Mittwoch, 18. April 2012

Die Klasse gehalten

Abstieg verhindert, Zukunft ungewiß: Dynamo Dresden Chaosklub

Ralf Fischer / Junge Welt


Am Anfang der Zweitligasaison sollte der Trainer von Dynamo Dresden, Ralf Loose, einen Wunsch frei haben und entschied sich für: »Dynamo kann schon am 33. Spieltag für die zweite Liga planen.« Sein Wunsch ist am Montag abend vorzeitig in Erfüllung gegangen. 2:1 gewann Dynamo vor 26367 Zuschauern gegen die favorisierte Düsseldorfer Fortuna, die im Saisonverlauf lange wie ein sicherer Aufsteiger aussah. Damit spielen die »Unaufsteigbaren« von Greuther Fürth in der nächsten Saison so gut wie sicher in der ersten Liga (»Laßt mir ein Bier übrig«, kommentierte Fürth-Trainer Mike Büskens das Ergebnis).

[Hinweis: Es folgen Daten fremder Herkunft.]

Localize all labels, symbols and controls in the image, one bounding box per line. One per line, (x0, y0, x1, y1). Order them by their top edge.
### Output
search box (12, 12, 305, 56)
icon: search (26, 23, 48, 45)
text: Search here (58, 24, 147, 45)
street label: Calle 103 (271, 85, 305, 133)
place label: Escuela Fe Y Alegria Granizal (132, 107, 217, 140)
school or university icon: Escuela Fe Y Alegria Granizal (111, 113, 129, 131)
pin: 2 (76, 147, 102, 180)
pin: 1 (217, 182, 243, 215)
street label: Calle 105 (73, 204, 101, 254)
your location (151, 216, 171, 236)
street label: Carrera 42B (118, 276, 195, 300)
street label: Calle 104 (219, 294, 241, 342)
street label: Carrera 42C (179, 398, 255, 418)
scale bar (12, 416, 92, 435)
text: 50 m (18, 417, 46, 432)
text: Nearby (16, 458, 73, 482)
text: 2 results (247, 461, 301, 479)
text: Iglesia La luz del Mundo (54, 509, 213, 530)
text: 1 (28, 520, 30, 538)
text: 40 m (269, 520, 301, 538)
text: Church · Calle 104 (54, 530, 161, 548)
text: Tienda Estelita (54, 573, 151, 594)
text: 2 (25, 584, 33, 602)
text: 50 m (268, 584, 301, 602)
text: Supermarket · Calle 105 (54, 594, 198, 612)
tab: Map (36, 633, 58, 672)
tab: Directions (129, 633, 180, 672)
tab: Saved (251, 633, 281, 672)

Dynamo trennen drei Spieltage vor Saisonende 13 Punkte vom Relegations­platz. Das Team hat mit dem Abstieg nichts mehr zu tun. Am Montag trat es von Beginn an robuster auf und feierte nach sieben Minuten das zwölfte Saisontor des slowenischen Nationalstürmers Zlatko Dedic, dessen Sturmkollege Mickael Pote in der 70. Minute zum Endstand traf (für den zwischenzeitlichen Ausgleich hatte kurz vor der Pause Thomas Bröker gesorgt). Sportlich lief es in dieser Saison für die Schwarz-Gelben also unerwartet gut. Das Tagesgeschäft abseits des grünen Rasens aber macht wie gewohnt Probleme.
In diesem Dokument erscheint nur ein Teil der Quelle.